• Requirement: Every entry, from first to last, is to be retyped without any alteration.

• Data for review:
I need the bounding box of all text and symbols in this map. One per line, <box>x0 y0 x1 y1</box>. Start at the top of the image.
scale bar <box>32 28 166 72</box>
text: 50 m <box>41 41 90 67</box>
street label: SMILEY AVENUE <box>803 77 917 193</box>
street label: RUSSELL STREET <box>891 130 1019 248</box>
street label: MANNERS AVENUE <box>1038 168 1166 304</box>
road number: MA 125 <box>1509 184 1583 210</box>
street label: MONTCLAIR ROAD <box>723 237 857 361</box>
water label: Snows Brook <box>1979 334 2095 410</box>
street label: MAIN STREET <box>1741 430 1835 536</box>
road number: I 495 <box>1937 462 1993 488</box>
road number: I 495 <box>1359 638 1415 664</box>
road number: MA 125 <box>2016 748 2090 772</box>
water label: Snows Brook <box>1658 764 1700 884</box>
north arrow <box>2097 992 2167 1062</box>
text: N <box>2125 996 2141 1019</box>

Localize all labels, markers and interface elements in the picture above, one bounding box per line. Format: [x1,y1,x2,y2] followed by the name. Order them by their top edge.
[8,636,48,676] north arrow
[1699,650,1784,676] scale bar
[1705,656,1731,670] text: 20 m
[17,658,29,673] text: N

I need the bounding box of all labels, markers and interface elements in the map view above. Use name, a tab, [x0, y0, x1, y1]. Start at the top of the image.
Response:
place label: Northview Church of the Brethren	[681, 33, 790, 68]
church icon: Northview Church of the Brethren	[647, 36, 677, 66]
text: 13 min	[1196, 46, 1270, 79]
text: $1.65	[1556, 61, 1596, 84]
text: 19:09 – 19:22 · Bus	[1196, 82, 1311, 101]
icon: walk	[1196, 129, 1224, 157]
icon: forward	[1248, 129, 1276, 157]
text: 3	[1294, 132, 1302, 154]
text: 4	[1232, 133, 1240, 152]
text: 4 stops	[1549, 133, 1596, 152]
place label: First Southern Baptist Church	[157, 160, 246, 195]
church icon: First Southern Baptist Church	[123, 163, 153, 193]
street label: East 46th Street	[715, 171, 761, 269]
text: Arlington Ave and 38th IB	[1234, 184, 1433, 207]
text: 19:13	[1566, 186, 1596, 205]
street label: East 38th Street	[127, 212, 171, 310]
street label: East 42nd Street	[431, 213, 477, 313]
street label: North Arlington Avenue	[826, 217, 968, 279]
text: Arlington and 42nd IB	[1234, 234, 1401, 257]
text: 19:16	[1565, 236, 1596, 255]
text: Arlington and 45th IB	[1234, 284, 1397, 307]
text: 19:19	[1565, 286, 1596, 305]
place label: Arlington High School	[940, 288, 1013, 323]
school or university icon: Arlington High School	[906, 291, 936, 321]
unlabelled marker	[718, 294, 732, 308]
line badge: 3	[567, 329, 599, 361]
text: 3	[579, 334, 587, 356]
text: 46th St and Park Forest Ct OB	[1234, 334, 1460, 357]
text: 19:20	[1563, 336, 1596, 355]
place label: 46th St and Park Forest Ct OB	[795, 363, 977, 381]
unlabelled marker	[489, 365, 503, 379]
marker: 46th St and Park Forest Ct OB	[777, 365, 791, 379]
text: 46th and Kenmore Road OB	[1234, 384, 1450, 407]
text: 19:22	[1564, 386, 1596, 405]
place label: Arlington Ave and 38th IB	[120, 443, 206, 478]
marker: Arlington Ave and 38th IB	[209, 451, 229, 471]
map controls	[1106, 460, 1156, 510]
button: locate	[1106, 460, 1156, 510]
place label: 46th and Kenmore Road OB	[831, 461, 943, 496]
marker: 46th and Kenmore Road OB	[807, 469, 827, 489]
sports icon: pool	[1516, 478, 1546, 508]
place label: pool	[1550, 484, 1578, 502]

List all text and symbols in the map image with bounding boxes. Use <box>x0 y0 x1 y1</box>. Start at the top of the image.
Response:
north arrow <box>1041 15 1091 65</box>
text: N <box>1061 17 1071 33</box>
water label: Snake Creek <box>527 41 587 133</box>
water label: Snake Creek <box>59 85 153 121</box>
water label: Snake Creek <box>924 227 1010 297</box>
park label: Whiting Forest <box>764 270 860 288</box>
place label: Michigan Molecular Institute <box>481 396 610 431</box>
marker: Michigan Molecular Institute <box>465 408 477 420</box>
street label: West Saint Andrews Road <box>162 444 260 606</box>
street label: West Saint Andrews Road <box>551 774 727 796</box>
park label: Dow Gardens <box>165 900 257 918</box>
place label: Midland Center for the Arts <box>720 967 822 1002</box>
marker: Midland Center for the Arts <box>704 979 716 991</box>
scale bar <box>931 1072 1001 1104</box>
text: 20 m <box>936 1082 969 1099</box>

• The completed task:
I need the bounding box of all text and symbols in this map. One per line, <box>x0 y0 x1 y1</box>. Start at the top of the image.
scale bar <box>32 28 166 72</box>
text: 50 m <box>41 41 90 67</box>
street label: SMILEY AVENUE <box>803 77 917 193</box>
street label: RUSSELL STREET <box>891 130 1019 248</box>
street label: MANNERS AVENUE <box>1038 168 1166 304</box>
road number: MA 125 <box>1509 184 1583 210</box>
street label: MONTCLAIR ROAD <box>723 237 857 361</box>
water label: Snows Brook <box>1979 334 2095 410</box>
street label: MAIN STREET <box>1741 430 1835 536</box>
road number: I 495 <box>1937 462 1993 488</box>
road number: I 495 <box>1359 638 1415 664</box>
road number: MA 125 <box>2016 748 2090 772</box>
water label: Snows Brook <box>1658 764 1700 884</box>
north arrow <box>2097 992 2167 1062</box>
text: N <box>2125 996 2141 1019</box>

Localize all labels, markers and interface elements in the picture above, one bounding box per line. Format: [x1,y1,x2,y2] followed by the name. Order them by their top edge.
[8,636,48,676] north arrow
[1699,650,1784,676] scale bar
[1705,656,1731,670] text: 20 m
[17,658,29,673] text: N

I need the bounding box of all labels, markers and interface elements in the map view above. Use name, a tab, [x0, y0, x1, y1]. Start at the top of the image.
Response:
place label: Northview Church of the Brethren	[681, 33, 790, 68]
church icon: Northview Church of the Brethren	[647, 36, 677, 66]
text: 13 min	[1196, 46, 1270, 79]
text: $1.65	[1556, 61, 1596, 84]
text: 19:09 – 19:22 · Bus	[1196, 82, 1311, 101]
icon: walk	[1196, 129, 1224, 157]
icon: forward	[1248, 129, 1276, 157]
text: 3	[1294, 132, 1302, 154]
text: 4	[1232, 133, 1240, 152]
text: 4 stops	[1549, 133, 1596, 152]
place label: First Southern Baptist Church	[157, 160, 246, 195]
church icon: First Southern Baptist Church	[123, 163, 153, 193]
street label: East 46th Street	[715, 171, 761, 269]
text: Arlington Ave and 38th IB	[1234, 184, 1433, 207]
text: 19:13	[1566, 186, 1596, 205]
street label: East 38th Street	[127, 212, 171, 310]
street label: East 42nd Street	[431, 213, 477, 313]
street label: North Arlington Avenue	[826, 217, 968, 279]
text: Arlington and 42nd IB	[1234, 234, 1401, 257]
text: 19:16	[1565, 236, 1596, 255]
text: Arlington and 45th IB	[1234, 284, 1397, 307]
text: 19:19	[1565, 286, 1596, 305]
place label: Arlington High School	[940, 288, 1013, 323]
school or university icon: Arlington High School	[906, 291, 936, 321]
unlabelled marker	[718, 294, 732, 308]
line badge: 3	[567, 329, 599, 361]
text: 3	[579, 334, 587, 356]
text: 46th St and Park Forest Ct OB	[1234, 334, 1460, 357]
text: 19:20	[1563, 336, 1596, 355]
place label: 46th St and Park Forest Ct OB	[795, 363, 977, 381]
unlabelled marker	[489, 365, 503, 379]
marker: 46th St and Park Forest Ct OB	[777, 365, 791, 379]
text: 46th and Kenmore Road OB	[1234, 384, 1450, 407]
text: 19:22	[1564, 386, 1596, 405]
place label: Arlington Ave and 38th IB	[120, 443, 206, 478]
marker: Arlington Ave and 38th IB	[209, 451, 229, 471]
map controls	[1106, 460, 1156, 510]
button: locate	[1106, 460, 1156, 510]
place label: 46th and Kenmore Road OB	[831, 461, 943, 496]
marker: 46th and Kenmore Road OB	[807, 469, 827, 489]
sports icon: pool	[1516, 478, 1546, 508]
place label: pool	[1550, 484, 1578, 502]

List all text and symbols in the map image with bounding boxes. Use <box>x0 y0 x1 y1</box>. Start at the top of the image.
Response:
north arrow <box>1041 15 1091 65</box>
text: N <box>1061 17 1071 33</box>
water label: Snake Creek <box>527 41 587 133</box>
water label: Snake Creek <box>59 85 153 121</box>
water label: Snake Creek <box>924 227 1010 297</box>
park label: Whiting Forest <box>764 270 860 288</box>
place label: Michigan Molecular Institute <box>481 396 610 431</box>
marker: Michigan Molecular Institute <box>465 408 477 420</box>
street label: West Saint Andrews Road <box>162 444 260 606</box>
street label: West Saint Andrews Road <box>551 774 727 796</box>
park label: Dow Gardens <box>165 900 257 918</box>
place label: Midland Center for the Arts <box>720 967 822 1002</box>
marker: Midland Center for the Arts <box>704 979 716 991</box>
scale bar <box>931 1072 1001 1104</box>
text: 20 m <box>936 1082 969 1099</box>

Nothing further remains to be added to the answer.